A Note on Methodology
In our analysis, we define large companies as those with more than 25,000 employees and small companies as those with fewer than 5,000 employees. And while size alone is predictive of some of these trends, we know that many other factors influence appetite for risk. While this analysis does not provide a comprehensive look at industry-specific trends for all respondents, we found that comparing tech companies to financial companies (including banks, financial services companies, and insurance companies) provided a useful bellwether for the differing needs of agile, disruptive companies versus more conservative, heavily regulated ones.
TABLE OF CONTENTS
The Five Megatrends
TABLE OF CONTENTS
Cloud computing is past the tipping point. Adoption of cloud computing has reached a scale that makes it a technological certainty across industries. But as cloud solutions become ubiquitous, we also see enterprises using more than one cloud provider, avoiding vendor lock-in, and complying with regulatory requirements.
Everything is distributed. As critical workloads have moved to Kubernetes environments, almost every capability is being reinvented to be cloud native. The move to globally distributed apps has begun to affect larger industries, like media and ecommerce, demanding a more intelligent and secure network architecture.
Data is the new software. Five years ago, if you were building a system, it was a result of the code you wrote. Now it’s built around the data that is fed into that system. As AI gains the ability to perform some programming tasks traditionally required of software developers, those developers are increasingly working with data as much as with source code. The rise of data infrastructure and a data development toolchain as comprehensive as the software development toolchain promises to reshape the way we develop software.
AI is being democratized. An explosion of AI/ML tools is lowering the barrier to entry to high- end data science. Where AI/ML use cases were previously served by data teams coming up with bespoke ways of serving complex models into production, new tools are gaining wider adoption. Standardized schema for data ingestion and transformation opens the floodgates for more companies to incorporate AI/ML into their products and for downstream AI to recognize and take action on any given dataset.
Remote work is here to stay. So are the security risks. COVID-19 has changed the norms of working remotely, even as the tools we use to collaborate have proven their ability to scale under intense pressure. Tools for all workers will start to look like the tools developers have long used to collaborate, with features like versioning, commenting, and discussion becoming table stakes for real-time and asynchronous collaboration. And APIs will become even more important as SaaS tools have to route information either to share files, memorialize decisions, or capture discussions. Meanwhile, the scaling of remote work has also multiplied enterprise security risks and accelerated the move to zero-trust security.
- Most companies expect their reliance on cloud computing to grow in the coming years.

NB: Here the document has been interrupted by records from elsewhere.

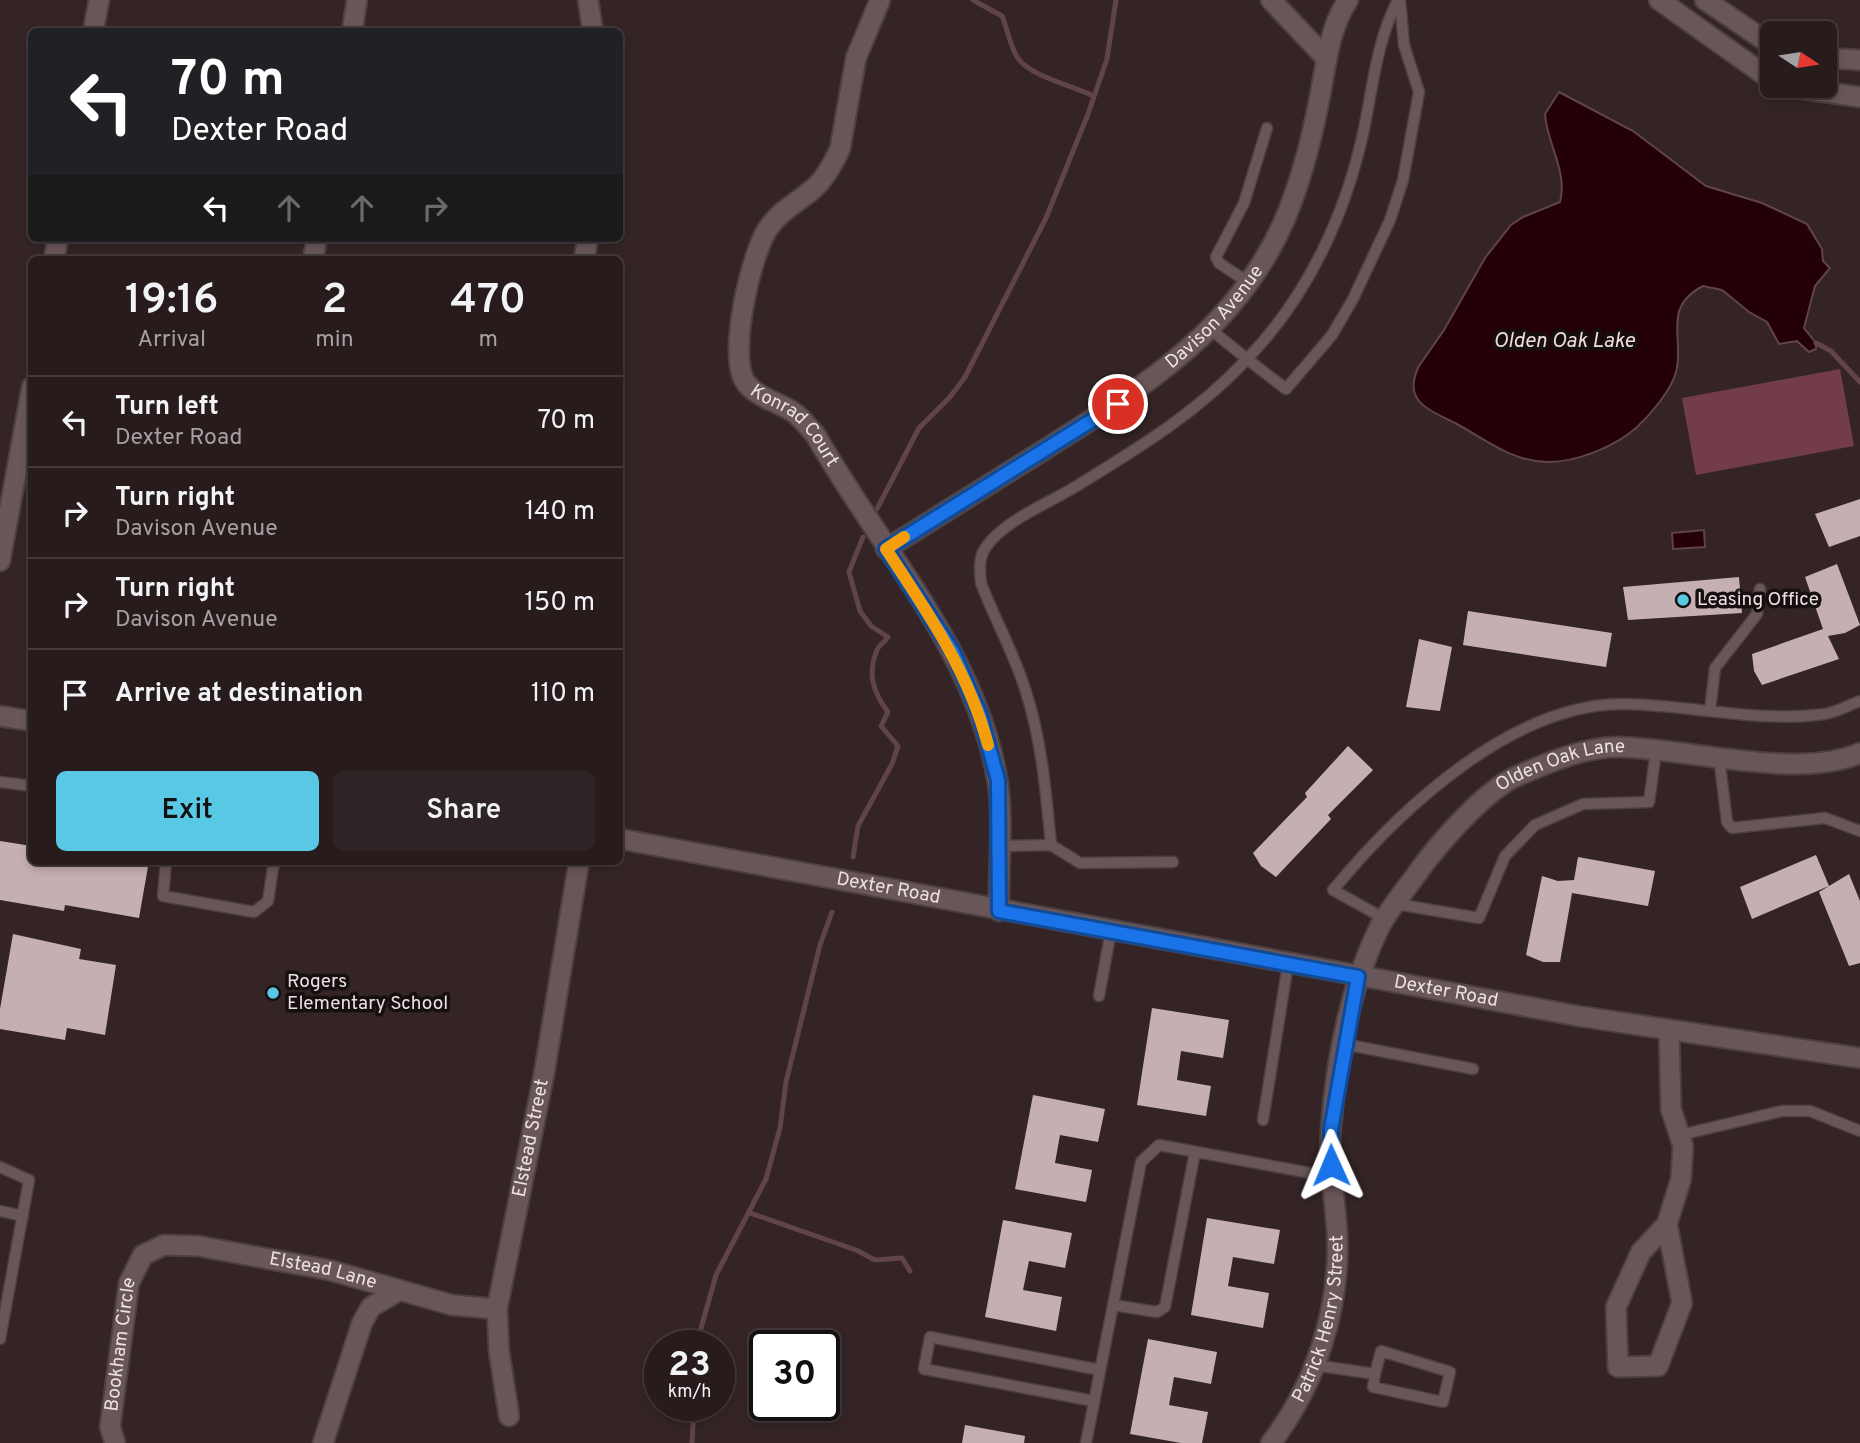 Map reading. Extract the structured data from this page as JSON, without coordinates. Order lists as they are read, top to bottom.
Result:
{
  "streets": {
    "street": [
      "Davison Avenue",
      "Konrad Court",
      "Olden Oak Lane",
      "Dexter Road",
      "Elstead Street",
      "Elstead Lane",
      "Patrick Henry Street",
      "Bookham Circle"
    ]
  },
  "crossings": [
    ["Davison Avenue", "Konrad Court"],
    ["Olden Oak Lane", "Dexter Road"],
    ["Olden Oak Lane", "Patrick Henry Street"],
    ["Dexter Road", "Patrick Henry Street"],
    ["Elstead Street", "Elstead Lane"],
    ["Elstead Lane", "Bookham Circle"]
  ],
  "water": ["Olden Oak Lake"],
  "places": ["Leasing Office", "Rogers Elementary School"],
  "north": "right",
  "page": {
    "turn": ["70 m", "Dexter Road"],
    "eta": [
      "19:16",
      "Arrival",
      "2",
      "min",
      "470",
      "m"
    ],
    "list": [
      {
        "name": "Turn left",
        "note": "Dexter Road",
        "value": "70 m"
      },
      {
        "name": "Turn right",
        "note": "Davison Avenue",
        "value": "140 m"
      },
      {
        "name": "Turn right",
        "note": "Davison Avenue",
        "value": "150 m"
      },
      {
        "name": "Arrive at destination",
        "value": "110 m"
      }
    ],
    "buttons": ["Exit", "Share"],
    "speed": "23 km/h",
    "limit": "30"
  }
}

- The majority of companies use more than one cloud provider.
- Companies need better tools for managing work across clouds.
- Cloud use is far more prevalent among small companies and tech startups than among larger enterprise companies and financial companies.
The cultural and generational trends are particularly clear when it comes to the cloud, with younger tech companies significantly further ahead in the move to the cloud. In our survey, 62% of tech company respondents put more than half of their application workloads in the public cloud. By contrast, just a quarter of financial companies used the cloud to that extent, and 42% of financial companies put less than 10% of their application workloads in the cloud.
Cloud use is also far more prevalent among smaller companies, with 78% putting at least half of their workloads in the public cloud. Among bigger companies, however, this share is just 24%—a smaller portion than the 29% of these big companies that put less than 10% of apps in the public cloud.
Despite these differences, it’s clear that cloud computing is now ubiquitous, and most companies anticipate transferring even more of their applications to the cloud over the next few years.
Amazon Web Services (AWS), Microsoft, and Google are the dominant cloud providers, but most companies use more than one provider. While a multi-cloud approach makes sense as a form of risk mitigation and to avoid vendor lock-in, it also means that companies need better tools to manage work across clouds. The use of cost tracking and optimization tools is fragmented, and cloud backup tools are underutilized.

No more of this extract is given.